Selama di Yogyakarta, Kahin bergaul akrab dengan orang-orang republik dan orang asing yang pro republik seperti John Coast, anggota Partai Sosial Demokrat Inggris yang menjadi wakil Kementerian Luar Negeri Inggris di Indonesia. Sedangkan di kalangan republik, ada dua nama yang kerap dia sebut: Haji Agus Salim dan Suripno, seorang komunis yang baru saja pulang dari Praha, Cekoslovakia. Mereka adalah teman diskusi yang baik buat Kahin.
Baca juga: Haji Agus Salim, Diplomat yang Melarat
*
Pagi baru saja menyeruak di kota Yogyakarta. Para pedagang mulai menjajakan dagangannya di Pasar Beringharjo, ketika suara pesawat tempur mengguntur di atas langit Yogyakarta. Tak ada kepanikan. Pihak TNI beberapa hari sebelumnya memang sudah mengumumkan bahwa mereka akan mengadakan latihan yang juga melibatkan Angkatan Udara Republik Indonesia (AURI).

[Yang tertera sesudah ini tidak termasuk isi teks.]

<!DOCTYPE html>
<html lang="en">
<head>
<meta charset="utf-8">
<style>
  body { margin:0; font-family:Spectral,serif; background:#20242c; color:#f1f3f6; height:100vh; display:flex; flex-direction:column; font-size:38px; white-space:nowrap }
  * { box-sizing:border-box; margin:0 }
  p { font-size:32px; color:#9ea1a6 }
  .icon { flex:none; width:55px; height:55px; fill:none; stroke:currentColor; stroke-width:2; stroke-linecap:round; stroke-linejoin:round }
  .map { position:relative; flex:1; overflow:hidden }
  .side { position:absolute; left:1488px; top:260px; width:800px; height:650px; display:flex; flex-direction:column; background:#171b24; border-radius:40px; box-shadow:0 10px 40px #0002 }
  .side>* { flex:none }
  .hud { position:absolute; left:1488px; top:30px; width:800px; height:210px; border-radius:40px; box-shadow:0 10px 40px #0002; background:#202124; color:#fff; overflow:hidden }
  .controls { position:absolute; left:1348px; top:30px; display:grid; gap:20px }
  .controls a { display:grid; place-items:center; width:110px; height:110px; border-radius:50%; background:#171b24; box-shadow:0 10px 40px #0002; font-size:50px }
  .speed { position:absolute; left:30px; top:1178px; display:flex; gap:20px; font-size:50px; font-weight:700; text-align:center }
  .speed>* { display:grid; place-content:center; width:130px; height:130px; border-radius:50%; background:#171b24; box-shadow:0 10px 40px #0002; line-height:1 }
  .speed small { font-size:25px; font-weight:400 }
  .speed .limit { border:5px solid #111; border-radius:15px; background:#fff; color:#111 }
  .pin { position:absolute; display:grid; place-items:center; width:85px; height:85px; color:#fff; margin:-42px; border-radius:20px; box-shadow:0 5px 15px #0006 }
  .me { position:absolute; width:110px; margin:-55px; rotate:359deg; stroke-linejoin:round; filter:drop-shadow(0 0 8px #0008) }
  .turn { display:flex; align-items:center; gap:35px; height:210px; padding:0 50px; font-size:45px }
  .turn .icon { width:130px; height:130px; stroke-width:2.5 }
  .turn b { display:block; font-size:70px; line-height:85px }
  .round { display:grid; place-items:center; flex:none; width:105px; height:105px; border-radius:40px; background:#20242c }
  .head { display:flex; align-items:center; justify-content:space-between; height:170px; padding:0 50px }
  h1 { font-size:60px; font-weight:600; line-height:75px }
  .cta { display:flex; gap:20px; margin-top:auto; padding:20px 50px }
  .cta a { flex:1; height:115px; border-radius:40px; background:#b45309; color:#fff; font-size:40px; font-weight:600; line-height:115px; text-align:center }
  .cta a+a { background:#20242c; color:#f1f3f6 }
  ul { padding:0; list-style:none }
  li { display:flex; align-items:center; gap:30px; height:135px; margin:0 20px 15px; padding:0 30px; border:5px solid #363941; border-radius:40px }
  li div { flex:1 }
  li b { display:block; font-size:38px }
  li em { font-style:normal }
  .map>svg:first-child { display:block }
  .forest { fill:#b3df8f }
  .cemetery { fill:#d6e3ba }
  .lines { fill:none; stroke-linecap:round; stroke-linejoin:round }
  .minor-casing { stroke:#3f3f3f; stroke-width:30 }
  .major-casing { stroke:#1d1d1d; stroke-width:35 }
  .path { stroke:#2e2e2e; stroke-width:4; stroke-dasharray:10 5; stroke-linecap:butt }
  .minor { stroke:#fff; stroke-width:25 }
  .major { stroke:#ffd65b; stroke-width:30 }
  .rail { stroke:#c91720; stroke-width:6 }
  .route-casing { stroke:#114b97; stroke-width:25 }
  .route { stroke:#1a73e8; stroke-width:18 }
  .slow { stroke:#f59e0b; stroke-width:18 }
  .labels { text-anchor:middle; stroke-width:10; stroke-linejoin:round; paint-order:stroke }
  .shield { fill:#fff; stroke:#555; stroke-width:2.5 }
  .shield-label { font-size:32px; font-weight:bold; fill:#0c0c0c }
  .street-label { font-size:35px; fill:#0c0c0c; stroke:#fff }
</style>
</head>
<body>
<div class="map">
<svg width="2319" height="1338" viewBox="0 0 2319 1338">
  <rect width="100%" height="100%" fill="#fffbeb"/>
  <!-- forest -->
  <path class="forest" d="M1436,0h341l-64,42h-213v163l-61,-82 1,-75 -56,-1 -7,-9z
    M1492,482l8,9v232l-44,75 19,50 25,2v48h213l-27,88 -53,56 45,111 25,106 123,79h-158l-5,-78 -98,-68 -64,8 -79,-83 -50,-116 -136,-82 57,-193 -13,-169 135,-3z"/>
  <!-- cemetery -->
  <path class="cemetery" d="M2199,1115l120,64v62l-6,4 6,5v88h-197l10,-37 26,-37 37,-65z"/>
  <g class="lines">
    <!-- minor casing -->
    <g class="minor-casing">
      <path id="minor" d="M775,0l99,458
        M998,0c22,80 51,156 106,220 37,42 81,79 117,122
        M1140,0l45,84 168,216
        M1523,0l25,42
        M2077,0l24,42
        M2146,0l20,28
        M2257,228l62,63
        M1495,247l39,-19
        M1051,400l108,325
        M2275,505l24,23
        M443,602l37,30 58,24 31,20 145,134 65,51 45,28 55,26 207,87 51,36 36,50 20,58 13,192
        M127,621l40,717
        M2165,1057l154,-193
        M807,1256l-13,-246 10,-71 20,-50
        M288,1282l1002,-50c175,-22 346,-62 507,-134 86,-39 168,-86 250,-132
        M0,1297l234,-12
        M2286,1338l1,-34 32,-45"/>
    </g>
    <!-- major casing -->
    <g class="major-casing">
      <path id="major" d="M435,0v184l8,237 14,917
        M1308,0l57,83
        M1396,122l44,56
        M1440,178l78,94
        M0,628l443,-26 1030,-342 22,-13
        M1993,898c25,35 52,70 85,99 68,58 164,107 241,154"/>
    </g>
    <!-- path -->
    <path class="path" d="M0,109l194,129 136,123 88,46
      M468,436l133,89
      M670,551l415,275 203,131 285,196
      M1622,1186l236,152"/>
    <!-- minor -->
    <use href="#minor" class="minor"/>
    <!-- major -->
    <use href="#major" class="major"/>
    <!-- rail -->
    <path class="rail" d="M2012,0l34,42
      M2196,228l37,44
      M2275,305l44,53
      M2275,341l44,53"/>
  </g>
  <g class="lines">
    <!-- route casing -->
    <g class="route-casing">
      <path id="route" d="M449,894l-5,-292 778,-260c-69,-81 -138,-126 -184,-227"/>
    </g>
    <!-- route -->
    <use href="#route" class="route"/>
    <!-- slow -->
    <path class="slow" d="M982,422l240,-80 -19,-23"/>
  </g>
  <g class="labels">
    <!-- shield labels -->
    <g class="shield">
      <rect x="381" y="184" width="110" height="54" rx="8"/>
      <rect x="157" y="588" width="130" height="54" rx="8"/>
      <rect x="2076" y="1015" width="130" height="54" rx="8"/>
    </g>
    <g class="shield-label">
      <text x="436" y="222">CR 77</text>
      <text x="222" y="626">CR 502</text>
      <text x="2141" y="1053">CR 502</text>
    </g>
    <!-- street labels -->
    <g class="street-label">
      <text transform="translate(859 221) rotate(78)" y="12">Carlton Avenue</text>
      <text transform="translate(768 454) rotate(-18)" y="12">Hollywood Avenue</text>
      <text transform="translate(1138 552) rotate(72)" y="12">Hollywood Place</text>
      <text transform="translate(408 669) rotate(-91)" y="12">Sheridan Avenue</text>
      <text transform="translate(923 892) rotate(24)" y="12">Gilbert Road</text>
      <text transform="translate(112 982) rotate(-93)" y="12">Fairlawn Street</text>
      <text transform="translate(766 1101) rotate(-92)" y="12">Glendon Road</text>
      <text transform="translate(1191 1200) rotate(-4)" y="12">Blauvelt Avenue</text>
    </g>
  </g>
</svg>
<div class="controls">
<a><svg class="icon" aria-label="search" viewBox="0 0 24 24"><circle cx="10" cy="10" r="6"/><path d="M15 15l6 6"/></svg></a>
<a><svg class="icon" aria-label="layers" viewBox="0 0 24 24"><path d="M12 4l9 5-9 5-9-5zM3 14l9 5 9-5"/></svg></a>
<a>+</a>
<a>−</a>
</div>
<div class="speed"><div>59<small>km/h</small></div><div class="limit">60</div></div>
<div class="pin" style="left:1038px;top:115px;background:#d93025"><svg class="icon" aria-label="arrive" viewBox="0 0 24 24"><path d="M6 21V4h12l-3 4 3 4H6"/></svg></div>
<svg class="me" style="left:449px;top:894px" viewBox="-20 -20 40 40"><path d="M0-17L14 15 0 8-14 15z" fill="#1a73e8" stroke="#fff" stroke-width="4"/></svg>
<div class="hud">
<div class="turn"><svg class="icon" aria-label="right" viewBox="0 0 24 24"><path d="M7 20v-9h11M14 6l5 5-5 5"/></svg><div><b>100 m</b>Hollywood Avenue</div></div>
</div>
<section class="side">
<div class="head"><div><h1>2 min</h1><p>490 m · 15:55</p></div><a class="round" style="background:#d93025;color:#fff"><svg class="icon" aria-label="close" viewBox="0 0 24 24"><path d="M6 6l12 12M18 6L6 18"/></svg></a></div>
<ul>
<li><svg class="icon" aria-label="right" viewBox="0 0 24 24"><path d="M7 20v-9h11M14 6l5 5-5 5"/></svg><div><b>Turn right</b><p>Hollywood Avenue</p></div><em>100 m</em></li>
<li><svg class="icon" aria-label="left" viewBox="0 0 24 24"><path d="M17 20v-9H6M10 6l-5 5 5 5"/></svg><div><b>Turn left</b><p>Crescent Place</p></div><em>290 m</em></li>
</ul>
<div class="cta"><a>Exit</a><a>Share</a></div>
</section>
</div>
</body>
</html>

“Orang-orang malah merasa kagum dan bangga dengan pesawat tempur yang dikira milik AURI itu,” kenang Sukotjo Tjokroatmodjo, salah seorang mantan anggota pasukan pengawal Presiden Sukarno.
Sementara itu di kawasan Terban Taman, Kahin masih berada di dalam penginapan ketika dia mendengar suara gemuruh pesawat tempur. Sebagai mantan sersan di Angkatan Laut Amerika Serikat, nalurinya mengatakan bahwa akan ada sesuatu hal yang buruk dilakukan Belanda pagi itu.

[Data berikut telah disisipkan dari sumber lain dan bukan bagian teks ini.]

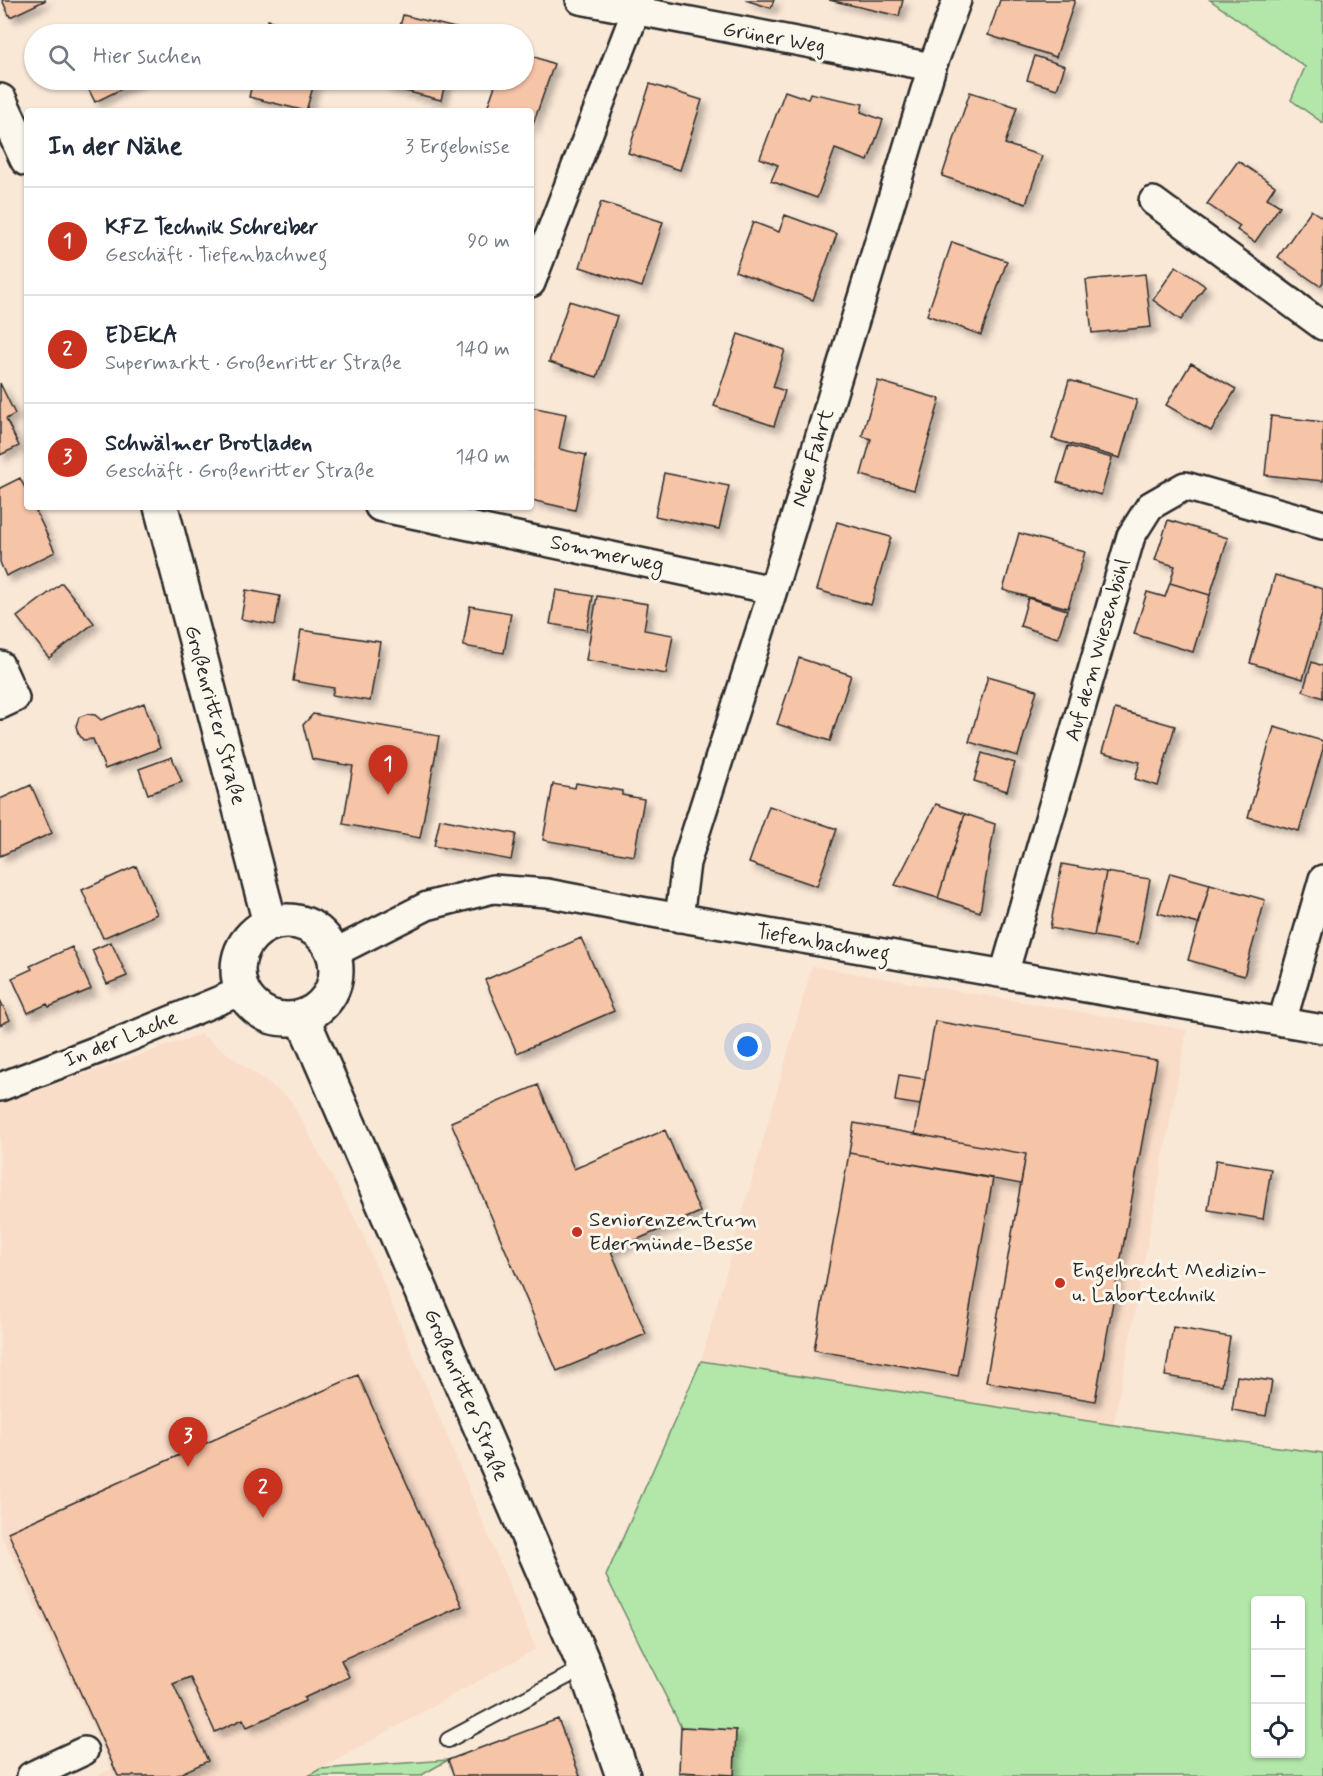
<!DOCTYPE html>
<html lang="de">
<meta charset="utf-8">
<style>
body{margin:0;font-family:Mynerve,sans-serif;background:#f2f2f3;color:#1f2937}
.controls{position:absolute;right:18px;bottom:18px;display:grid;overflow:hidden;border-radius:6px;box-shadow:0 2px 4px #0004}
.controls button{width:54px;height:54px;display:grid;place-items:center;padding:0;border:0;border-bottom:2px solid #e0e1e3;background:#fff;color:#1f2937;font:30px sans-serif}
.you{position:absolute;left:748px;top:1047px;width:21px;height:21px;margin:-15px;border:4px solid #fff;border-radius:50%;background:#1a73e8;box-shadow:0 0 0 9px #1a73e833}
.badge{display:grid;place-items:center;width:39px;height:39px;border-radius:50%;background:#c8321e;color:#fff;font-size:20px;font-weight:700}
.pin{position:absolute;translate:-50% -50px;filter:drop-shadow(0 2px 3px #0008)}
.pin::after{content:'';position:absolute;top:32px;width:21px;height:18px;background:inherit;clip-path:polygon(0 0,100% 0,50% 100%)}
.list{margin:0;padding:0;list-style:none}
h2{display:flex;justify-content:space-between;align-items:center;height:78px;margin:0;padding:0 24px;font-size:26px}
h2 small{font-size:20px;font-weight:400;color:#747a83}
.list li{display:grid;grid-template-columns:39px 1fr auto;gap:18px;align-items:center;box-sizing:border-box;height:108px;padding:0 24px;border-top:2px solid #e0e1e3}
.list b{display:block;font-size:22px;white-space:nowrap}
.list p{margin:0;font-size:20px;white-space:nowrap;color:#747a83}
.list em{font-size:20px;font-style:normal;color:#747a83}
.icon{flex:none;width:33px;height:33px;fill:none;stroke:currentColor;stroke-width:2;stroke-linecap:round;stroke-linejoin:round}
.map{position:relative;flex:none;width:1323px;height:1776px;overflow:hidden}
.search{position:absolute;background:#fff;box-shadow:0 2px 4px #0004;left:24px;top:24px;width:510px;height:66px;display:flex;align-items:center;gap:15px;box-sizing:border-box;padding:0 21px;border-radius:33px;color:#747a83;font-size:22px}
.panel{position:absolute;background:#fff;box-shadow:0 2px 4px #0004;left:24px;top:108px;width:510px;height:402px;border-radius:6px}
.map>svg:first-child{display:block}
</style>
<div class="map">
<svg width="1323" height="1776" viewBox="0 0 1323 1776">
<defs>
<filter id="shadow"><feDropShadow dx="5.5" dy="5.5" stdDeviation="3" flood-color="#0004"/></filter>
</defs>
<rect width="100%" height="100%" fill="#fae8d7"/>
<filter id="ink" filterUnits="userSpaceOnUse"><feTurbulence type="fractalNoise" baseFrequency=".0167" numOctaves="2"/><feDisplacementMap in="SourceGraphic" scale="12" xChannelSelector="R" yChannelSelector="G"/><feConvolveMatrix kernelMatrix="1 2 1 2 8 2 1 2 1" color-interpolation-filters="sRGB"/></filter>
<g filter="url(#ink)">
<path fill="#f9ddc9" d="M812 966 1187 1030 1114 1425 701 1361Z
M201 1034 290 1099 361 1230 536 1649 308 1776H96L113 1768 0 1533V1103Z"/>
<path fill="#b2e7a9" stroke="#6e896a" stroke-width="1.5" fill-rule="evenodd" d="M1210 0H1323V123L1291 100 1305 67Z
M701 1361 1114 1425 1323 1453V1776H680L679 1772 734 1775 736 1730 681 1727 606 1576ZM1256 1600H1300V1754H1256Z
M448 1760 420 1776H308L320 1769Z"/>
<path fill="#f6c4a7" stroke="#2b2b2b" stroke-width="1.5" filter="url(#shadow)" d="M2 0H46L10 17Z
M745 0H774L771 8Z
M829 0H903L899 16Z
M1000 0H1075L1056 57 988 35Z
M403 15 459 29 457 34H398Z
M268 20 324 34H265Z
M121 29 124 34H110Z
M524 53 554 64 531 130V111H486L497 80H524Z
M1035 56 1065 66 1057 89 1027 80Z
M84 80H140L95 102Z
M253 80H315L306 111 249 97Z
M387 80H446L441 100 385 86Z
M650 84 702 100 680 170 628 153Z
M785 91 808 99 810 93 863 104 861 112 883 120 868 161 835 149 817 198 771 181 778 165 760 158Z
M970 92 1017 107 1005 144 1042 156 1026 204 942 176Z
M1238 161 1275 186 1267 198 1280 206 1255 242 1237 230 1240 226 1207 204Z
M601 202 663 222 642 287 580 267Z
M1311 210 1323 218V282L1320 286 1278 257Z
M785 215 837 234 813 300 735 271 753 222 779 232Z
M952 242 1007 261 981 335 927 315Z
M1176 266 1205 286 1181 320 1153 300Z
M1145 274 1151 327 1092 333 1086 280Z
M569 301 617 316 597 377 549 362Z
M738 334 785 350 773 387 785 391 774 426 714 406Z
M1191 363 1236 389 1211 431 1166 405Z
M1069 380 1137 400 1120 458 1052 439Z
M878 381 940 399 914 490 861 475 871 439 862 436Z
M0 383 15 414 6 419 19 446 0 455Z
M531 407 566 414 559 449 586 455 575 510 531 500Z
M1271 416 1323 422V481L1265 475Z
M1068 446 1112 458 1101 495 1057 482Z
M664 473 729 486 719 529 655 516Z
M20 478 27 492V507H34L55 552 6 576 0 562V488Z
M1168 520 1228 538 1210 595 1170 583 1175 566 1155 560Z
M837 522 891 537 871 605 817 590Z
M1019 533 1085 552 1068 608 1003 590Z
M1275 575 1323 589V611L1303 679 1250 663Z
M62 583 94 623 49 658 17 617Z
M1170 583 1210 595 1193 652 1134 634 1147 592 1165 597Z
M246 590 280 596 275 625 241 619Z
M556 590 593 596 587 630 550 624Z
M597 596 648 604 644 630 673 635 666 674 586 660Z
M1028 598 1067 610 1058 638 1020 626Z
M470 606 511 613 504 653 463 646Z
M301 630 380 642 370 701 332 695 334 688 293 681Z
M799 658 851 675 830 741 777 724Z
M1312 662 1323 666V698L1303 691Z
M988 676 1037 690 1018 756 969 742Z
M144 703 160 748 105 769 93 739 83 740 78 733 76 726 79 717 87 714 95 715 101 720Z
M1115 709 1175 726 1158 786 1135 779 1140 762 1102 752Z
M313 714 439 736 420 838 343 824 353 766 312 759 303 725Z
M1274 727 1323 741V749L1299 831 1248 817Z
M982 753 1015 763 1007 791 974 781Z
M172 757 182 782 148 794 139 769Z
M576 783 622 791V795L644 799 634 856 543 840 553 784 575 788Z
M31 785 52 833 0 856V799Z
M936 804 965 814 938 898 895 885Z
M769 806 837 829 817 886 749 863Z
M965 814 995 824 980 912 938 898Z
M440 819 516 834 511 860 434 846Z
M1062 864 1106 872 1094 936 1050 928Z
M136 866 157 914 103 938 82 890Z
M1106 872 1150 879 1138 944 1094 936Z
M1170 873 1210 884 1199 924 1158 913Z
M1210 884 1265 900 1244 976 1188 960Z
M581 938 614 1011 517 1053 485 980Z
M111 942 127 976 107 984 92 950Z
M72 947 91 989 49 1007 47 1004 28 1013 12 978 32 969 30 966Z
M0 1000 10 1020 0 1025Z
M935 1021 1157 1060 1095 1401 986 1382 1026 1154 915 1134Z
M899 1075 925 1079 920 1105 895 1101Z
M538 1085 574 1169 665 1130 700 1212 611 1251 646 1334 557 1371 451 1122Z
M854 1123 1026 1154 1021 1184 849 1153Z
M849 1153 993 1178 958 1376 814 1350Z
M1216 1160 1271 1169 1263 1219 1208 1210Z
M1173 1327 1230 1337 1222 1385 1165 1376Z
M358 1375 462 1606 341 1660 349 1677 304 1698 305 1701 247 1727 243 1719 215 1732 190 1677 173 1684 208 1761 175 1776H118L8 1532Z
M1237 1376 1272 1381 1266 1416 1232 1410Z
M558 1719 580 1776H454L448 1760Z
M681 1727 736 1730 734 1775 679 1772Z"/>
<g fill="none" stroke-linecap="round" stroke-linejoin="round">
<g stroke="#2b2b2b" stroke-width="18">
<path id="lane" d="M448 1740 585 1667"/>
</g>
<g stroke="#2b2b2b" stroke-width="32">
<path id="street" d="M580 0 932 67
M1153 201 1323 326
M531 283 640 0
M379 507 773 590
M0 665 15 698 0 705
M679 918 686 863 773 590 932 67 957 0
M334 953 427 906 493 889 547 893 641 911 1323 1029
M1004 974 1131 536 1150 506 1185 486 1323 525
M1282 1022 1323 879
M0 1087 113 1044 242 991
M31 1776 84 1751"/>
</g>
<g stroke="#2b2b2b" stroke-width="38">
<path id="secondary" d="M0 101 27 159
M161 507 270 923
M238 970a49 49 0 1 1 98 0a49 49 0 1 1-98 0Z
M302 1017 585 1667 623 1776"/>
</g>
<use href="#lane" stroke="#fbf7ec" stroke-width="14"/>
<use href="#street" stroke="#fbf7ec" stroke-width="27"/>
<use href="#secondary" stroke="#fbf7ec" stroke-width="33"/>
</g>
</g>
<g fill="#c8321e" stroke="#fbf7ec" stroke-width="2">
<circle cx="577" cy="1232" r="6"/>
<circle cx="1060" cy="1283" r="6"/>
</g>
<g text-anchor="middle" dominant-baseline="central" stroke-width="6" stroke-linejoin="round" paint-order="stroke">
<g font-size="21" fill="#2b2b2b" stroke="#fbf7ec">
<text transform="translate(774 38) rotate(10)">Grüner Weg</text>
<text transform="translate(813 458) rotate(-73)">Neue Fahrt</text>
<text transform="translate(607 554) rotate(12)">Sommerweg</text>
<text transform="translate(1098 650) rotate(-74)">Auf dem Wiesenböhl</text>
<text transform="translate(215 715) rotate(75)">Großenritter Straße</text>
<text transform="translate(823 943) rotate(10)">Tiefenbachweg</text>
<text transform="translate(121 1039) rotate(-22)">In der Lache</text>
<text transform="translate(466 1395) rotate(67)">Großenritter Straße</text>
</g>
<g font-size="21" fill="#2b2b2b" stroke="#fbf7ec" text-anchor="start">
<text x="589" y="1220">Seniorenzentrum<tspan x="589" dy="24">Edermünde-Besse</tspan></text>
<text x="1072" y="1271">Engelbrecht Medizin-<tspan x="1072" dy="24">u. Labortechnik</tspan></text>
</g>
</g>
</svg>
<div class="controls">
<button>+</button>
<button>−</button>
<button><svg class="icon" aria-label="locate" viewBox="0 0 24 24"><circle cx="12" cy="12" r="6"/><path d="M12 2v4M12 18v4M2 12h4M18 12h4"/></svg></button>
</div>
<div class="you"></div>
<div class="pin badge" style="left:388px;top:795px">1</div>
<div class="pin badge" style="left:263px;top:1518px">2</div>
<div class="pin badge" style="left:188px;top:1467px">3</div>
<div class="search"><svg class="icon" aria-label="search" viewBox="0 0 24 24"><circle cx="10" cy="10" r="6"/><path d="M15 15l6 6"/></svg>Hier suchen</div>
<section class="panel">
<h2>In der Nähe<small>3 Ergebnisse</small></h2>
<ul class="list">
<li><span class="badge">1</span><div><b>KFZ Technik Schreiber</b><p>Geschäft · Tiefenbachweg</p></div><em>90 m</em></li>
<li><span class="badge">2</span><div><b>EDEKA</b><p>Supermarkt · Großenritter Straße</p></div><em>140 m</em></li>
<li><span class="badge">3</span><div><b>Schwälmer Brotladen</b><p>Geschäft · Großenritter Straße</p></div><em>140 m</em></li>
</ul>
</section>
</div>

Benar saja. Belum dia memutuskan untuk keluar, tetiba serentetan tembakan dari senjata otomatis menghantam bagian depan penginapan. Barulah orang-orang mulai sadar bahwa militer Belanda sedang melakukan serangan. Menyadari semua itu, Kahin sendiri diam-diam merasa geram. Mengapa Belanda melakukan itu semua, sementara mereka tengah terikat dalam kesepakatan damai dengan pihak RI? Demikian pikir Kahin.
Baca juga: Berjudi di Atas Renville
Bisa jadi karena rasa geram itu pula yang menyebabkan Kahin tak kuat menahan rasa marah. Dia kemudian langsung “menyerbu” sepasukan militer Belanda pimpinan Letnan Bakker dan Kapten A.V. Vosveld saat mereka tengah bergerak menuju rumah Haji Agus Salim yang terletak persis di sebelah penginapan Kahin.
Saat melakukan protes itulah, Kahin dihadapi oleh Bakker. Mereka lantas terlibat dalam perdebatan yang agak panas seperti dikisahkan oleh Lambert Giebels. Alih-alih mengindahkan protes Kahin, tentara Belanda malah menangkap lelaki Amerika itu bersamaan dengan penangkapan Haji Agus Salim.
“Bisa jadi mereka juga menangkap saya karena tulisan-tulisan saya sebelumnya yang banyak mengecam tindakan Belanda di Indonesia,”ungkap Kahin dalam Seratus Tahun Haji Agus Salim.
Baca juga: Pertempuran Dua Jurnalis Perang
Namun jika para tawanan penting republik dilarikan dan ditahan di Istana Presiden dekat Stasiun Tugu, maka tidak demikian perlakuan militer Belanda terhadap Kahin. Setelah ditahan di markas Belanda beberapa jam, Kahin kemudian diterbangkan ke Batavia
“Tindakan tersebut sengaja dilakukan oleh penguasa militer Belanda, untuk mencegah orang luar menjadi saksi mata, atas apa yang sedang mereka lakukan di Yogya,” tulis Julius Pour dalam Doorstoot Naar Djokja: Pertikaian Pemimpin Sipil-Militer.
Hampir sebulan kemudian, Kahin kembali ke Yogyakarta. Dia diizinkan kembali oleh Regeerings Voorlchtings Dienst (Dinas Rahasia Tentara Kerajaan) untuk melakukan peliputan di sana.